------ RECORDS TO PROCESS ------

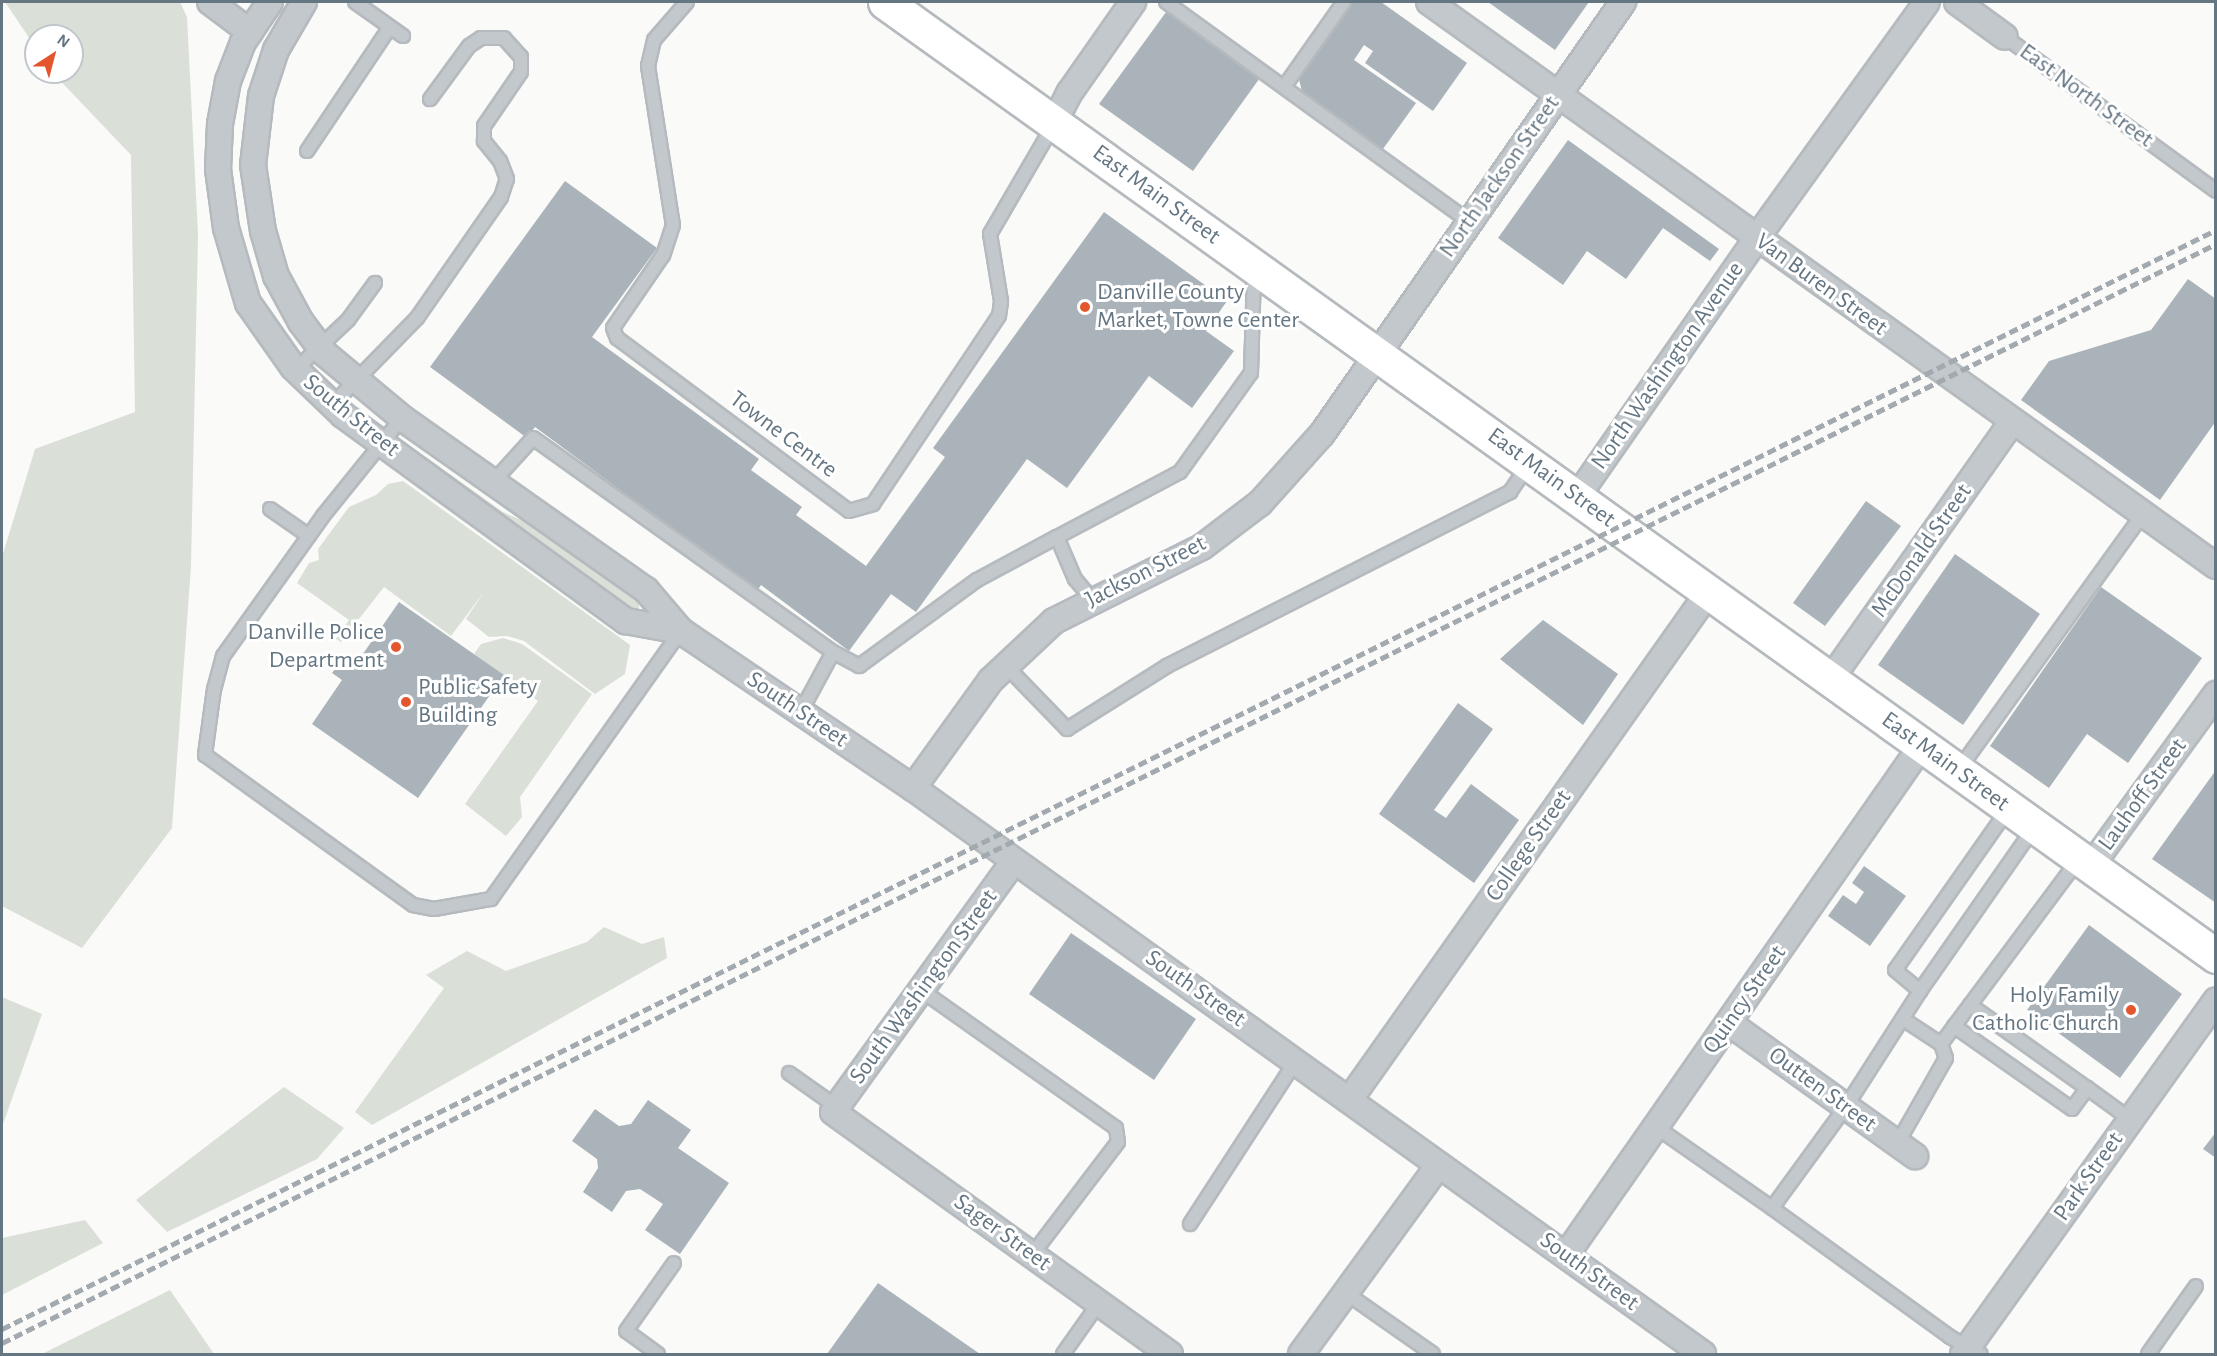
<!DOCTYPE html>
<style>
body{margin:0}
#map{position:relative;width:2217px;height:1356px;overflow:hidden;background:#fafaf8;font-family:"Alegreya Sans",sans-serif}
div>[style]{position:absolute}
[style*='--x']{left:calc(var(--x)*1px);top:calc(var(--y)*1px);width:calc(var(--w)*1px);rotate:calc(var(--a)*1deg)}
.green>*{inset:0;background:#dadfd7}
.building>*{inset:0;background:#aab3b9}
.roads{filter:drop-shadow(2px 0 #b5babe) drop-shadow(-2px 0 #b5babe) drop-shadow(0 2px #b5babe) drop-shadow(0 -2px #b5babe)}
.service>*{height:12px;margin:-6px;padding:0 6px;transform-origin:6px;border-radius:6px;background:#c3c8cc}
.minor>*{height:24px;margin:-12px;padding:0 12px;transform-origin:12px;border-radius:12px;background:#c3c8cc}
.primary>*{height:33px;margin:-16.5px;padding:0 16.5px;transform-origin:16.5px;border-radius:16.5px;background:#fff}
.rail>*{height:4.5px;margin-top:-2.25px;transform-origin:0;background:repeating-linear-gradient(90deg,#a2aab0 0 9px,transparent 0 13.5px)}
.dots>*{width:16px;height:16px;translate:-50% -50%;box-sizing:border-box;border:3px solid #fff;border-radius:50%}
span{translate:-50% -50%;white-space:nowrap;text-align:center;line-height:1.15;-webkit-text-stroke:6px #fff;paint-order:stroke}
.street-label{font-size:24px;color:#657683}
.poi-label{font-size:24px;color:#657683}
.left{translate:0 -50%;text-align:left}
.right{translate:-100% -50%;text-align:right}
.frame{position:absolute;inset:0;border:3px solid #657683;pointer-events:none}
.north{position:absolute;left:24px;top:24px;width:60px;height:60px;box-sizing:border-box;background:#fff;border:2px solid #c1c8cd;border-radius:50%;rotate:36deg;font-size:16px;font-weight:700;line-height:24px;text-align:center;color:#657683}
.north::after{content:'';display:block;margin:auto;width:21px;height:27px;background:#e4572e;clip-path:polygon(50% 0,100% 100%,50% 72%,0 100%)}
</style>
<div id="map">
<div class="green">
<div style="clip-path:polygon(5px 2px,180px 2px,187px 17px,198px 235px,191px 566px,172px 828px,82px 948px,2px 906px,2px 557px,35px 449px,135px 412px,131px 155px,52px 72px,72px 72px,72px 36px,36px 36px,36px 48px)"></div>
<div style="clip-path:polygon(426px 457px,503px 512px,551px 533px,639px 596px,639px 609px,632px 612px,421px 458px)"></div>
<div style="clip-path:polygon(403px 481px,630px 645px,625px 674px,595px 694px,524px 641px,507px 636px,489px 637px,466px 619px,484px 592px,451px 636px,384px 587px,341px 642px,336px 639px,349px 620px,297px 583px,309px 563px,319px 560px,318px 549px,349px 507px,376px 495px,388px 484px)"></div>
<div style="clip-path:polygon(503px 638px,522px 644px,592px 694px,520px 797px,522px 817px,506px 836px,465px 804px,538px 701px,474px 654px,481px 644px)"></div>
<div style="clip-path:polygon(604px 927px,642px 944px,664px 937px,667px 958px,372px 1125px,355px 1112px,444px 988px,426px 975px,467px 951px,506px 971px,587px 942px)"></div>
<div style="clip-path:polygon(2px 997px,42px 1014px,2px 1127px)"></div>
<div style="clip-path:polygon(284px 1087px,344px 1128px,317px 1159px,167px 1232px,136px 1200px)"></div>
<div style="clip-path:polygon(85px 1220px,103px 1243px,2px 1295px,2px 1238px)"></div>
<div style="clip-path:polygon(170px 1290px,214px 1354px,42px 1354px)"></div>
</div>
<div class="building">
<div style="clip-path:polygon(1349px 2px,1381px 2px,1467px 63px,1433px 111px,1365px 63px,1373px 51px,1364px 45px,1354px 60px,1416px 103px,1383px 149px,1302px 92px,1298px 75px)"></div>
<div style="clip-path:polygon(1488px 2px,1589px 2px,1555px 50px)"></div>
<div style="clip-path:polygon(1169px 8px,1262px 75px,1193px 171px,1099px 104px)"></div>
<div style="clip-path:polygon(1568px 140px,1719px 249px,1710px 261px,1663px 228px,1626px 279px,1587px 251px,1563px 285px,1498px 238px)"></div>
<div style="clip-path:polygon(565px 181px,657px 248px,592px 337px,759px 459px,751px 470px,802px 507px,796px 515px,866px 566px,945px 457px,933px 448px,1104px 212px,1227px 301px,1206px 331px,1234px 351px,1192px 408px,1149px 376px,1067px 488px,1027px 459px,916px 612px,891px 594px,849px 651px,761px 585px,757px 591px,535px 427px,527px 438px,430px 367px)"></div>
<div style="clip-path:polygon(2188px 279px,2216px 299px,2216px 421px,2160px 500px,2021px 400px,2049px 361px,2151px 330px)"></div>
<div style="clip-path:polygon(1866px 501px,1901px 526px,1825px 626px,1793px 603px)"></div>
<div style="clip-path:polygon(1955px 554px,2040px 614px,1963px 725px,1878px 665px)"></div>
<div style="clip-path:polygon(2101px 587px,2202px 658px,2128px 763px,2087px 734px,2049px 788px,1990px 746px)"></div>
<div style="clip-path:polygon(399px 602px,504px 675px,418px 798px,312px 724px,342px 680px,332px 673px,347px 653px,358px 661px)"></div>
<div style="clip-path:polygon(1543px 620px,1618px 674px,1583px 725px,1500px 659px)"></div>
<div style="clip-path:polygon(1458px 703px,1493px 729px,1434px 810px,1446px 818px,1471px 784px,1519px 820px,1474px 883px,1379px 814px)"></div>
<div style="clip-path:polygon(2216px 770px,2216px 903px,2152px 859px)"></div>
<div style="clip-path:polygon(1864px 866px,1906px 896px,1870px 946px,1828px 916px,1843px 895px,1856px 904px,1864px 892px,1852px 883px)"></div>
<div style="clip-path:polygon(2089px 925px,2182px 994px,2120px 1078px,2027px 1010px)"></div>
<div style="clip-path:polygon(1071px 933px,1196px 1019px,1154px 1080px,1029px 994px)"></div>
<div style="clip-path:polygon(648px 1100px,691px 1130px,678px 1148px,729px 1183px,680px 1254px,645px 1230px,663px 1204px,640px 1189px,626px 1191px,612px 1212px,583px 1192px,598px 1168px,597px 1159px,572px 1141px,595px 1109px,619px 1126px,631px 1124px)"></div>
<div style="clip-path:polygon(2216px 1132px,2216px 1158px,2203px 1149px)"></div>
<div style="clip-path:polygon(878px 1283px,980px 1354px,827px 1354px)"></div>
</div>
<div class="roads">
<div class="service">
<div style="--x:355;--y:2;--w:59;--a:35.3"></div>
<div style="--x:687;--y:2;--w:50;--a:131"></div>
<div style="--x:654;--y:40;--w:27;--a:103"></div>
<div style="--x:648;--y:66;--w:161;--a:81.1"></div>
<div style="--x:673;--y:225;--w:32;--a:108"></div>
<div style="--x:663;--y:255;--w:88;--a:124.4"></div>
<div style="--x:613;--y:328;--w:11;--a:68"></div>
<div style="--x:617;--y:338;--w:289;--a:36.7"></div>
<div style="--x:849;--y:511;--w:25;--a:-16"></div>
<div style="--x:873;--y:504;--w:226;--a:-56.2"></div>
<div style="--x:999;--y:316;--w:15;--a:-82"></div>
<div style="--x:1001;--y:301;--w:68;--a:-99.3"></div>
<div style="--x:990;--y:234;--w:127;--a:-59.8"></div>
<div style="--x:1166;--y:2;--w:374;--a:35.9"></div>
<div style="--x:2005;--y:37;--w:261;--a:36.1"></div>
<div style="--x:1284;--y:87;--w:104;--a:-54.8"></div>
<div style="--x:307;--y:151;--w:149;--a:-56.2"></div>
<div style="--x:295;--y:370;--w:73;--a:-43.3"></div>
<div style="--x:348;--y:320;--w:46;--a:-53.9"></div>
<div style="--x:332;--y:405;--w:122;--a:-45.7"></div>
<div style="--x:417;--y:318;--w:147;--a:-55.2"></div>
<div style="--x:501;--y:197;--w:19;--a:-72"></div>
<div style="--x:507;--y:179;--w:19;--a:-111"></div>
<div style="--x:500;--y:161;--w:26;--a:-129"></div>
<div style="--x:484;--y:141;--w:15;--a:-90"></div>
<div style="--x:484;--y:126;--w:65;--a:-55.6"></div>
<div style="--x:521;--y:72;--w:15;--a:-90"></div>
<div style="--x:521;--y:57;--w:25;--a:-132"></div>
<div style="--x:504;--y:38;--w:23;--a:180"></div>
<div style="--x:481;--y:38;--w:14;--a:146"></div>
<div style="--x:469;--y:46;--w:66;--a:126.3"></div>
<div style="--x:402;--y:418;--w:126;--a:128.9"></div>
<div style="--x:323;--y:516;--w:172;--a:125.5"></div>
<div style="--x:223;--y:656;--w:34;--a:105"></div>
<div style="--x:214;--y:689;--w:67;--a:97.8"></div>
<div style="--x:205;--y:755;--w:256;--a:35.8"></div>
<div style="--x:413;--y:905;--w:21;--a:11"></div>
<div style="--x:434;--y:909;--w:58;--a:-10"></div>
<div style="--x:491;--y:899;--w:329;--a:-54.7"></div>
<div style="--x:493;--y:482;--w:59;--a:-47.7"></div>
<div style="--x:533;--y:438;--w:369;--a:35.5"></div>
<div style="--x:833;--y:652;--w:30;--a:28"></div>
<div style="--x:859;--y:666;--w:146;--a:-36.1"></div>
<div style="--x:977;--y:580;--w:91;--a:-28.3"></div>
<div style="--x:1057;--y:537;--w:46;--a:66.8"></div>
<div style="--x:1075;--y:579;--w:26;--a:50"></div>
<div style="--x:270;--y:509;--w:47;--a:34.7"></div>
<div style="--x:1057;--y:537;--w:139;--a:-27.9"></div>
<div style="--x:1180;--y:472;--w:122;--a:-54.4"></div>
<div style="--x:1251;--y:373;--w:101;--a:-88.3"></div>
<div style="--x:1006;--y:666;--w:88;--a:45.9"></div>
<div style="--x:1067;--y:729;--w:118;--a:-32.2"></div>
<div style="--x:1167;--y:666;--w:385;--a:-26.9"></div>
<div style="--x:1510;--y:492;--w:34;--a:-56"></div>
<div style="--x:800;--y:713;--w:69;--a:-61.6"></div>
<div style="--x:1959;--y:769;--w:314;--a:-54.2"></div>
<div style="--x:2009;--y:808;--w:198;--a:125.1"></div>
<div style="--x:1895;--y:970;--w:33;--a:40"></div>
<div style="--x:1920;--y:991;--w:201;--a:-55.1"></div>
<div style="--x:921;--y:990;--w:239;--a:35.3"></div>
<div style="--x:1116;--y:1128;--w:14;--a:82"></div>
<div style="--x:1118;--y:1142;--w:142;--a:127.3"></div>
<div style="--x:1970;--y:1005;--w:143;--a:35.4"></div>
<div style="--x:1903;--y:1019;--w:45;--a:33.3"></div>
<div style="--x:1941;--y:1044;--w:231;--a:-53.3"></div>
<div style="--x:1954;--y:1026;--w:144;--a:35.1"></div>
<div style="--x:2072;--y:1109;--w:26;--a:-54"></div>
<div style="--x:2087;--y:1088;--w:53;--a:35.8"></div>
<div style="--x:789;--y:1073;--w:59;--a:35.3"></div>
<div style="--x:1656;--y:1127;--w:141;--a:34.9"></div>
<div style="--x:1772;--y:1208;--w:124;--a:-53.9"></div>
<div style="--x:1845;--y:1108;--w:139;--a:-57.3"></div>
<div style="--x:1897;--y:1144;--w:99;--a:-60.3"></div>
<div style="--x:1946;--y:1058;--w:15;--a:-110"></div>
<div style="--x:1772;--y:1208;--w:220;--a:35.9"></div>
<div style="--x:1950;--y:1337;--w:35;--a:29"></div>
<div style="--x:1190;--y:1224;--w:194;--a:-57"></div>
<div style="--x:1346;--y:1293;--w:106;--a:35"></div>
<div style="--x:658;--y:1354;--w:39;--a:-144"></div>
<div style="--x:626;--y:1331;--w:83;--a:-54.8"></div>
<div style="--x:1063;--y:1354;--w:62;--a:-54.8"></div>
<div style="--x:2148;--y:1354;--w:83;--a:-54.8"></div>
</div>
<div class="minor">
<div style="--x:210;--y:2;--w:50;--a:36.9"></div>
<div style="--x:270;--y:2;--w:48;--a:124"></div>
<div style="--x:243;--y:42;--w:42;--a:111"></div>
<div style="--x:228;--y:81;--w:44;--a:100.5"></div>
<div style="--x:220;--y:124;--w:45;--a:92.5"></div>
<div style="--x:218;--y:169;--w:60;--a:82.3"></div>
<div style="--x:226;--y:228;--w:78;--a:73.7"></div>
<div style="--x:248;--y:303;--w:78;--a:54.9"></div>
<div style="--x:293;--y:367;--w:69;--a:43.8"></div>
<div style="--x:343;--y:415;--w:350;--a:36.1"></div>
<div style="--x:626;--y:621;--w:56;--a:10.3"></div>
<div style="--x:304;--y:2;--w:56;--a:120.3"></div>
<div style="--x:276;--y:50;--w:48;--a:108.1"></div>
<div style="--x:261;--y:96;--w:69;--a:96.6"></div>
<div style="--x:253;--y:165;--w:67;--a:81.4"></div>
<div style="--x:263;--y:231;--w:47;--a:73.9"></div>
<div style="--x:276;--y:276;--w:52;--a:61.5"></div>
<div style="--x:301;--y:322;--w:40;--a:53"></div>
<div style="--x:325;--y:354;--w:100;--a:39.7"></div>
<div style="--x:402;--y:418;--w:299;--a:35.2"></div>
<div style="--x:646;--y:590;--w:54;--a:49.5"></div>
<div style="--x:681;--y:631;--w:280;--a:34.1"></div>
<div style="--x:913;--y:788;--w:972;--a:35.62"></div>
<div style="--x:1429;--y:2;--w:968;--a:35.63"></div>
<div style="--x:1957;--y:2;--w:59;--a:36.1"></div>
<div style="--x:1054;--y:123;--w:35;--a:-63"></div>
<div style="--x:1070;--y:92;--w:110;--a:-55"></div>
<div style="--x:1577;--y:497;--w:314;--a:-55.2"></div>
<div style="--x:1756;--y:239;--w:292;--a:-54.2"></div>
<div style="--x:1830;--y:680;--w:317;--a:-54.8"></div>
<div style="--x:913;--y:788;--w:133;--a:-54.2"></div>
<div style="--x:991;--y:680;--w:86;--a:-43.1"></div>
<div style="--x:1054;--y:621;--w:165;--a:-26.6"></div>
<div style="--x:1202;--y:547;--w:73;--a:-37.2"></div>
<div style="--x:1260;--y:503;--w:93;--a:-48.1"></div>
<div style="--x:1322;--y:434;--w:527;--a:-55.13"></div>
<div style="--x:1014;--y:861;--w:309;--a:125.8"></div>
<div style="--x:833;--y:1112;--w:415;--a:35.7"></div>
<div style="--x:2091;--y:866;--w:213;--a:-54"></div>
<div style="--x:1729;--y:1023;--w:229;--a:35.6"></div>
<div style="--x:1350;--y:1099;--w:620;--a:-54.72"></div>
<div style="--x:1566;--y:1255;--w:622;--a:-55.08"></div>
<div style="--x:1301;--y:1354;--w:234;--a:-53.9"></div>
<div style="--x:1963;--y:1354;--w:435;--a:-54.4"></div>
</div>
<div class="primary">
<div style="--x:885;--y:2;--w:1638;--a:35.63"></div>
</div>
</div>
<div class="rail">
<div style="--x:2;--y:1329;--w:2472;--a:-26.4"></div>
<div style="--x:2;--y:1343;--w:2472;--a:-26.4"></div>
</div>
<div class="dots">
<div style="left:1085px;top:307px;background:#e4572e"></div>
<div style="left:396px;top:647px;background:#e4572e"></div>
<div style="left:406px;top:702px;background:#e4572e"></div>
<div style="left:2131px;top:1010px;background:#e4572e"></div>
</div>
<div class="street-label">
<span style="left:2086px;top:96px;rotate:36deg">East North Street</span>
<span style="left:1500px;top:177px;rotate:-55deg">North Jackson Street</span>
<span style="left:1156px;top:195px;rotate:36deg">East Main Street</span>
<span style="left:1821px;top:285px;rotate:36deg">Van Buren Street</span>
<span style="left:1668px;top:366px;rotate:-55deg">North Washington Avenue</span>
<span style="left:351px;top:416px;rotate:39deg">South Street</span>
<span style="left:783px;top:435px;rotate:37deg">Towne Centre</span>
<span style="left:1551px;top:478px;rotate:36deg">East Main Street</span>
<span style="left:1922px;top:551px;rotate:-55deg">McDonald Street</span>
<span style="left:1146px;top:572px;rotate:-27deg">Jackson Street</span>
<span style="left:797px;top:710px;rotate:34deg">South Street</span>
<span style="left:1945px;top:762px;rotate:36deg">East Main Street</span>
<span style="left:2143px;top:795px;rotate:-54deg">Lauhoff Street</span>
<span style="left:1529px;top:846px;rotate:-55deg">College Street</span>
<span style="left:924px;top:987px;rotate:-54deg">South Washington Street</span>
<span style="left:1195px;top:989px;rotate:35deg">South Street</span>
<span style="left:1745px;top:1000px;rotate:-55deg">Quincy Street</span>
<span style="left:1822px;top:1090px;rotate:36deg">Outten Street</span>
<span style="left:2089px;top:1177px;rotate:-55deg">Park Street</span>
<span style="left:1002px;top:1233px;rotate:36deg">Sager Street</span>
<span style="left:1589px;top:1272px;rotate:36deg">South Street</span>
</div>
<div class="poi-label">
<span class="left" style="left:1097px;top:307px">Danville County<br>Market, Towne Center</span>
<span class="right" style="left:384px;top:647px">Danville Police<br>Department</span>
<span class="left" style="left:418px;top:702px">Public Safety<br>Building</span>
<span class="right" style="left:2119px;top:1010px">Holy Family<br>Catholic Church</span>
</div>
<div class="frame"></div>
<div class="north">N</div>
</div>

------

### TASK OBJECTIVE
Whenever "roads" occurs in a line of the entries, copy that line.

### SOLUTION BELOW
.roads{filter:drop-shadow(2px 0 #b5babe) drop-shadow(-2px 0 #b5babe) drop-shadow(0 2px #b5babe) drop-shadow(0 -2px #b5babe)}
<div class="roads">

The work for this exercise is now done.